Thanks! And any photos of any "breaks" or anything that may slow/stop the auger pulley would be super helpful! Thanks for taking a look! After a little extra research I believe the belt is 1/2 x 30. But I still spin my auger when not engaged.


----------



## JLawrence08648 (Jan 15, 2017)

Post a picture of the belt pulley area. I believe there's an arm that has a spring going down. Do you have the spring attached?

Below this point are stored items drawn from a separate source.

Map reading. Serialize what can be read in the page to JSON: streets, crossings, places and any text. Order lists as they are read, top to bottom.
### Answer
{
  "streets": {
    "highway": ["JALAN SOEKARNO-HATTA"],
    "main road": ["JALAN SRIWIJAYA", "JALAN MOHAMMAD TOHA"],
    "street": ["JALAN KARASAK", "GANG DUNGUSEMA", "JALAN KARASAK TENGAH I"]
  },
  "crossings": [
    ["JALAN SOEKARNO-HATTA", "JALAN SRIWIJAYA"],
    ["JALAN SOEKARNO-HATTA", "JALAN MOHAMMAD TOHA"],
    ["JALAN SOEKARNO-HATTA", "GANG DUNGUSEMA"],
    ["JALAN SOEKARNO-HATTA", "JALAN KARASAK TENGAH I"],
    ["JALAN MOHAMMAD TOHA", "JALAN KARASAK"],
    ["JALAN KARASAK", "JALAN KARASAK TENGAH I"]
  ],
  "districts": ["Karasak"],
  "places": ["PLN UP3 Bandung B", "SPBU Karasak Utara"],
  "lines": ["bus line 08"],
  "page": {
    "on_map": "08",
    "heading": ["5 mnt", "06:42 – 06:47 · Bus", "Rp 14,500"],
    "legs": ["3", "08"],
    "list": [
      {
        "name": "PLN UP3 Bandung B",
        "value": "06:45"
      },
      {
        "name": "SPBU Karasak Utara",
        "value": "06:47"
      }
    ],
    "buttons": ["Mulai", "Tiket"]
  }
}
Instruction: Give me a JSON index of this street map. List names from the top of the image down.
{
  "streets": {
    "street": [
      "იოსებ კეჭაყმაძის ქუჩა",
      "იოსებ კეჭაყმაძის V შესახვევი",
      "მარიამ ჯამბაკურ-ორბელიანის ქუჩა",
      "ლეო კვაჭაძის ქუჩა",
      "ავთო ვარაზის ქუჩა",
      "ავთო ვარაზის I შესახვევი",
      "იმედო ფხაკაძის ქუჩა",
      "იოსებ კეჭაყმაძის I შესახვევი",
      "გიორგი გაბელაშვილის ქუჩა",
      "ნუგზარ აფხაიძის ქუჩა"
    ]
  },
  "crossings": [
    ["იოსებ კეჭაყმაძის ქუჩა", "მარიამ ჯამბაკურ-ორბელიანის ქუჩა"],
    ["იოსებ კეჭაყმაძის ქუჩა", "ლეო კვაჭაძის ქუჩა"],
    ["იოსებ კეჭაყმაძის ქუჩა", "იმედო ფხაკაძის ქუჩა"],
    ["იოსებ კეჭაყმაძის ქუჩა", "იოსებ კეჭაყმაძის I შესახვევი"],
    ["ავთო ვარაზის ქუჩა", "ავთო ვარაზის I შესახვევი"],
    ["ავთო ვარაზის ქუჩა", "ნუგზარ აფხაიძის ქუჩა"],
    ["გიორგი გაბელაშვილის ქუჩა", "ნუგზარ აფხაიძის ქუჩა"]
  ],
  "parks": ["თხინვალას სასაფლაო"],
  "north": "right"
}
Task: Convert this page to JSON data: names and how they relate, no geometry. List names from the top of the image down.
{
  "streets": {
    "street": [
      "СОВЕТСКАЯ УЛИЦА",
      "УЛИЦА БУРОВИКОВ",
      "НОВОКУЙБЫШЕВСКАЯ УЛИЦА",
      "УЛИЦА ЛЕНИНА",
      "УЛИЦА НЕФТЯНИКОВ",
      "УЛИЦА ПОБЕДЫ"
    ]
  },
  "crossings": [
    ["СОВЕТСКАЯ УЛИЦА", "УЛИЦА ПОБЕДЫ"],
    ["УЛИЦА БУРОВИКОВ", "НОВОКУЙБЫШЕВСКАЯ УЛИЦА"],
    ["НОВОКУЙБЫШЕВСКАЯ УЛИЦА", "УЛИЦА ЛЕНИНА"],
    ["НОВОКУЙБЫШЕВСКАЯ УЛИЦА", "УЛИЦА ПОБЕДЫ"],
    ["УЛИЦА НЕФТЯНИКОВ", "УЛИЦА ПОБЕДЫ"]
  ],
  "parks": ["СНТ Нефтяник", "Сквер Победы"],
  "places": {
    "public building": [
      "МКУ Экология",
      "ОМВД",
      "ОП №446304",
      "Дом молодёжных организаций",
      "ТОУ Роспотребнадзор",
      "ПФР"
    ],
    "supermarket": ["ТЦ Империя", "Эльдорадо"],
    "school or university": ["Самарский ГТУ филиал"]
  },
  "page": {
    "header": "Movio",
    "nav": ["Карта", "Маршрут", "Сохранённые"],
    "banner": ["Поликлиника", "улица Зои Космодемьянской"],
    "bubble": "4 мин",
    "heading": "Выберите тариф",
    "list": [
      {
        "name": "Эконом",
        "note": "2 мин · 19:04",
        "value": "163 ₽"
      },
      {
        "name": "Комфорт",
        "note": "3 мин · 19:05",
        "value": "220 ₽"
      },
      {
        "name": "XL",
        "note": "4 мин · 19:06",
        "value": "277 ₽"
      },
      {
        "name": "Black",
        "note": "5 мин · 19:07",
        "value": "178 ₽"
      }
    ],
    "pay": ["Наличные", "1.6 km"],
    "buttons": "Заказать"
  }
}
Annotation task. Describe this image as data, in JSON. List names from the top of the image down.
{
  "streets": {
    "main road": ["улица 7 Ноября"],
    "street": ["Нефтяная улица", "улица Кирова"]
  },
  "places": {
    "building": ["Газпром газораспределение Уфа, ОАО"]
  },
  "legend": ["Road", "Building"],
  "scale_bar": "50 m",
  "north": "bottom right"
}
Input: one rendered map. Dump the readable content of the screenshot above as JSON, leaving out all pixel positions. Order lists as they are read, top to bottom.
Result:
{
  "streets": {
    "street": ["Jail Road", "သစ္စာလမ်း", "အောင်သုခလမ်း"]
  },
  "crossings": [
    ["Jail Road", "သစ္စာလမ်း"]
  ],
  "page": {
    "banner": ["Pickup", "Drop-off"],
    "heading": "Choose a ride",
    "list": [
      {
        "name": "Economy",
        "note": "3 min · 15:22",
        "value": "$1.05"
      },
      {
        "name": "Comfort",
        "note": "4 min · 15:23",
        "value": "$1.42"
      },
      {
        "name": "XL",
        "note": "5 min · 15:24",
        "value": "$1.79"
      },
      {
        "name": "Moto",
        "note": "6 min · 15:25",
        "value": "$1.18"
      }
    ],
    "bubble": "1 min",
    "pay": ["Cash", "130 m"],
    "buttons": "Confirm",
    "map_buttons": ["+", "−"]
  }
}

I will check my notes what length belt I installed and will post later. The belts they call for are not always the right size plus between manufacturers the written length may not be the actual measured length. I may have put a different length belt on then what was called for.


----------



## HCBPH (Mar 8, 2011)

I don't have one of these but I've got a guess or two. If your belts are stiff, it can contribute to augers not stopping, same if the belt is too tight. There likely is a lever that puts tension on the auger belt, see if there's some brake material on one side of it or some corresponding lever that's supposed to press against the pulley. Many times that's worn down over time. Whether you can get a replacement or not, I don't know. Sometimes brake shops can bond new material on an arm under optimum circumstances.


Sorry, best thoughts for the moment.


----------



## Airhead (Nov 29, 2017)

For now this is the best picture I have I will pull it apart again once I have more time for better photos. The bracket under the engagement pulley is all I have, to me it should contact the auger pulley in some way but needless to say after trying every possible posistion it won't. The return spring for the engagement pulley is actually in the box with the friction wheel all is attached to the engagement pulley is the arm you see photoed then the shaft that connects it goes straight into the box (area under engine). If I can't sort it out right I will make a piece to contact the bottom and bolt it into the holes that bracket attaches to. 

I'll give getting the belt more flexible a try! At this stage it's all worth a shot I'd rather it fixed right for selling and not "jimmy rigged". 

For the record yes that is a 3/8 belt on it. I have and have tried a 1/2" belt, that was just the last belt on it at the time I threw my hands in the air lol.


----------



## vinnycom (Nov 6, 2017)

i think i know what ur missing.
there should be a bracket that goes under engine pulley thats bolted to engine.
that bracket holds two long bolts/guides that go on each side of engine pulley.
mines a canadian craftsman made by noma/murray circa ~1987 c950-52810-8
similar parts to mine is Craftsman 536885010 32" Snowblower
part is always located in the drive parts diagrams as #22, old part number is 95187 alone or with "ma" at end of number. 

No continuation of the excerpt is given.